Actes du Colloque Culture Papier 2019 : #Lepapieraufutur
La valeur sociétale de l’imprimé

Valoriser et développer la relation à nos lecteurs

Un certain nombre de grands groupes de presse régionale mise sur le « Web first » et encore plus sur le « Mobile first », avec comme stratégie de mettre d’abord les contenus sur le numérique, ensuite sur le papier. Qu’en est-il pour Centre France ?  Votre position géographique change-t-elle de beaucoup la donne ?

Notre souci est d’être présent et réactif en fonction des attentes de nos lecteurs, nous avons mis en place un plan « Lecteurs d’abord » qui prenne en compte parfois du web first, mais surtout la nécessité de ne pas dupliquer les supports, dans un sens ou dans l’autre. Nous avons des territoires très différents, avec des capacités de connexion très disparates, et des usages différenciés.

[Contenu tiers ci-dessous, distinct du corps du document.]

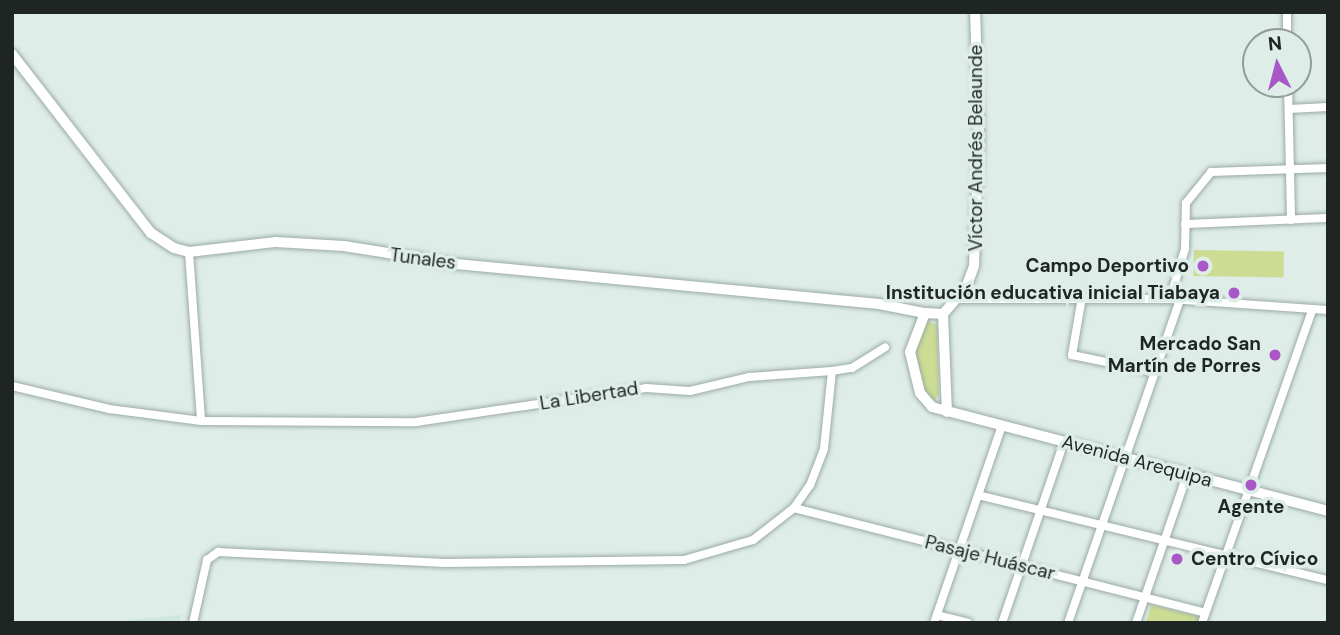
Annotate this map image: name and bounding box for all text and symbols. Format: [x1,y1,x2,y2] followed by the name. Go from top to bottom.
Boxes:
[1242,28,1312,98] north arrow
[1267,30,1283,57] text: N
[965,45,987,251] street label: Víctor Andrés Belaunde
[389,244,457,274] street label: Tunales
[1025,255,1189,277] place label: Campo Deportivo
[1195,258,1211,274] marker: Campo Deportivo
[886,282,1220,304] place label: Institución educativa inicial Tiabaya
[1226,285,1242,301] marker: Institución educativa inicial Tiabaya
[1108,333,1261,377] place label: Mercado San Martín de Porres
[1267,347,1283,363] marker: Mercado San Martín de Porres
[538,377,640,415] street label: La Libertad
[1059,430,1215,492] street label: Avenida Arequipa
[1243,477,1259,493] marker: Agente
[1218,496,1284,518] place label: Agente
[923,531,1057,585] street label: Pasaje Huáscar
[1191,548,1318,570] place label: Centro Cívico
[1169,551,1185,567] marker: Centro Cívico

Les 8 quotidiens du groupe travaillent à cette transformation, à la mutation des métiers et des modèles dans une organisation industrielle et éditoriale qui doit prendre en compte cette réalité.

 

Pourtant vous continuez de croire au papier ?

Croire au papier est un choix historique dans le groupe. Désormais des résultats structurels nous posent question dans la manière d’y faire face et de lutter contre cette tendance à la baisse, qui ne date pas de l’arrivée du digital. Nous avons réfléchi à la valeur et à l’usage de nos offres, afin de retravailler et de redéfinir un mode de composition et de présence à nos lecteurs et à nos publics qui puisse être valorisé. Nous n’avons jamais considéré que le digital first était une valeur en soi, ni une priorité ou un objectif de production. Notre valeur, c’est la confiance que l’on doit continuer de construire avec les territoires où nous sommes présents, et elle passe aussi par un renforcement de la valeur du produit papier.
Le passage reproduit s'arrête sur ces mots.